=== PROBLEM TO WORK ON ===
Where a line of the material includes the string "Colorado", copy that line.

┄┄┄┄┄┄

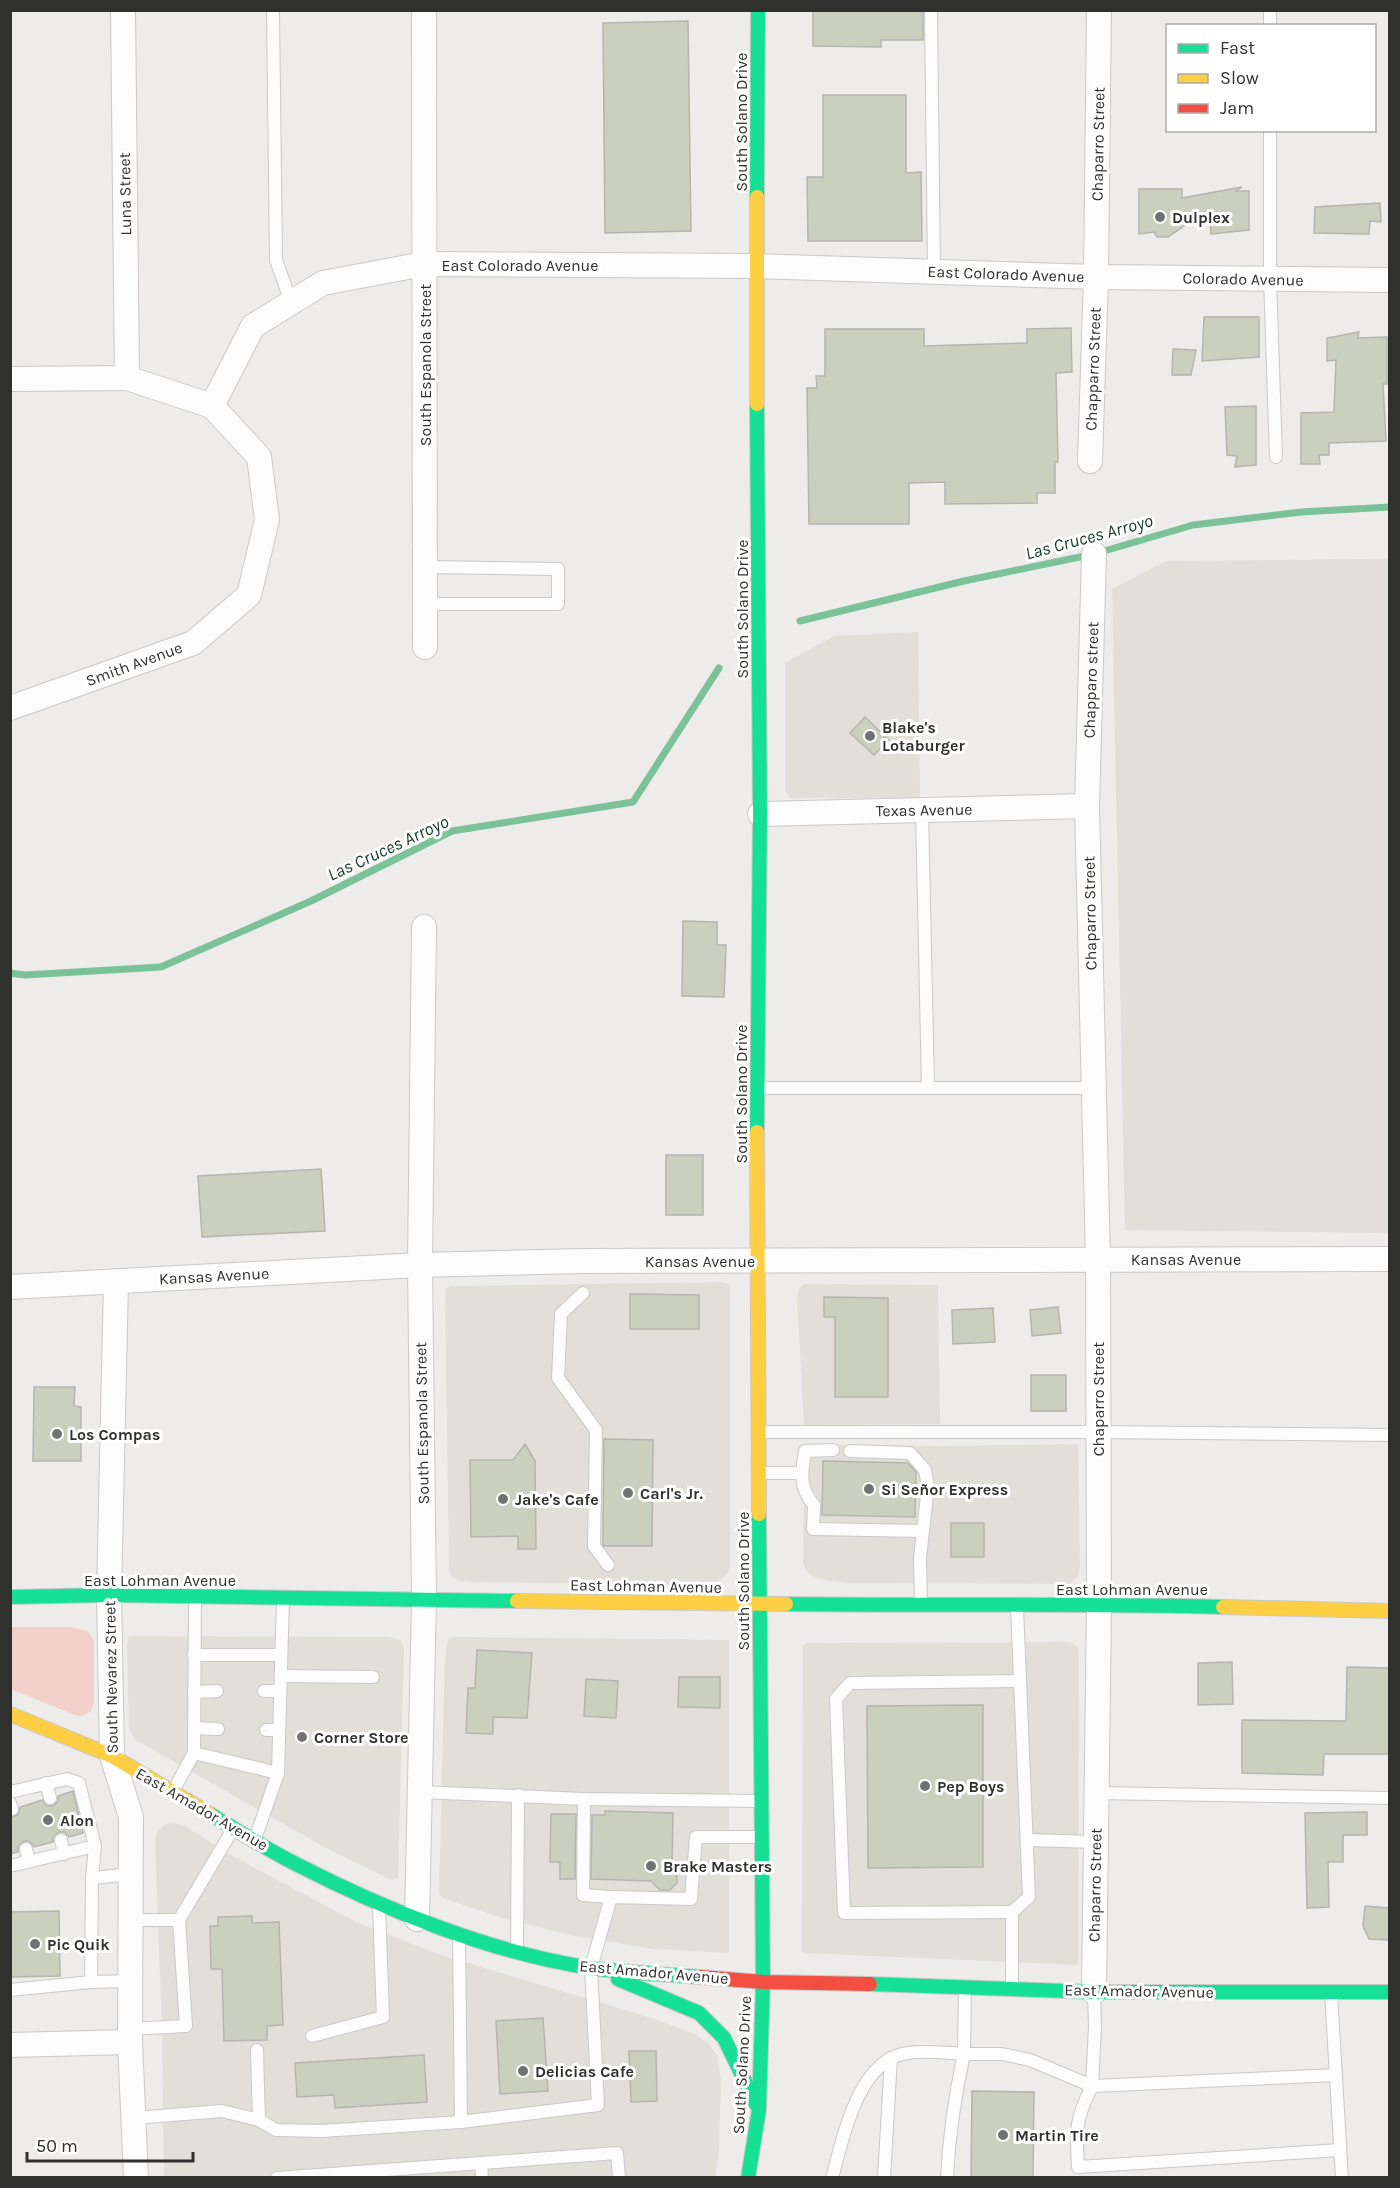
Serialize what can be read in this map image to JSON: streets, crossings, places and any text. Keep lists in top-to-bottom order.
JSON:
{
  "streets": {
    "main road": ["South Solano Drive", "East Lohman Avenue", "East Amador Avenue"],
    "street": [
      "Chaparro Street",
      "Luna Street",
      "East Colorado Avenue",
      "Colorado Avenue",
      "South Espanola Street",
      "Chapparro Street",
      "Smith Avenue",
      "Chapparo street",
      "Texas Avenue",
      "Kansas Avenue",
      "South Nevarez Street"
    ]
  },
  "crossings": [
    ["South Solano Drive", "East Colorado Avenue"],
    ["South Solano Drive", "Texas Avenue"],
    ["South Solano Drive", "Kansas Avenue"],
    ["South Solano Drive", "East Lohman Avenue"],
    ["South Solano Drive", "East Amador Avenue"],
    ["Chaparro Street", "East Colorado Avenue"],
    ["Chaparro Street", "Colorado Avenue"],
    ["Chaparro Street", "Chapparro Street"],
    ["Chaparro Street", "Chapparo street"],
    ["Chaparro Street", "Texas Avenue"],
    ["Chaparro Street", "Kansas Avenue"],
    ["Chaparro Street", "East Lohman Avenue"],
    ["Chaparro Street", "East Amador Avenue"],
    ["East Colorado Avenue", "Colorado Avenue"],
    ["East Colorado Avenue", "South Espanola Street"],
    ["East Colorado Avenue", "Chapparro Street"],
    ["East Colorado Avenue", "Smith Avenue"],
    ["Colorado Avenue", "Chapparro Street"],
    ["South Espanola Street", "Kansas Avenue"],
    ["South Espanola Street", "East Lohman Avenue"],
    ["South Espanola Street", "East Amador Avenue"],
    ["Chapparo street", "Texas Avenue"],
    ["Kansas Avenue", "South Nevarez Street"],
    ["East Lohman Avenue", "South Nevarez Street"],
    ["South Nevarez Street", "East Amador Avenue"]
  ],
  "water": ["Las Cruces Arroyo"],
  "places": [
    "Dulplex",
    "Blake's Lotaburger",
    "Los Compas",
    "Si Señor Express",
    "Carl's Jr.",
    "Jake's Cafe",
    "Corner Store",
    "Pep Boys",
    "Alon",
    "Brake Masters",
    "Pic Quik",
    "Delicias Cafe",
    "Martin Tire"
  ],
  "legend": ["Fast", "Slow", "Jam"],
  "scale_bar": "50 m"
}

┄┄┄┄┄┄

=== FINISHED EXERCISE ===
      "East Colorado Avenue",
      "Colorado Avenue",
    ["South Solano Drive", "East Colorado Avenue"],
    ["Chaparro Street", "East Colorado Avenue"],
    ["Chaparro Street", "Colorado Avenue"],
    ["East Colorado Avenue", "Colorado Avenue"],
    ["East Colorado Avenue", "South Espanola Street"],
    ["East Colorado Avenue", "Chapparro Street"],
    ["East Colorado Avenue", "Smith Avenue"],
    ["Colorado Avenue", "Chapparro Street"],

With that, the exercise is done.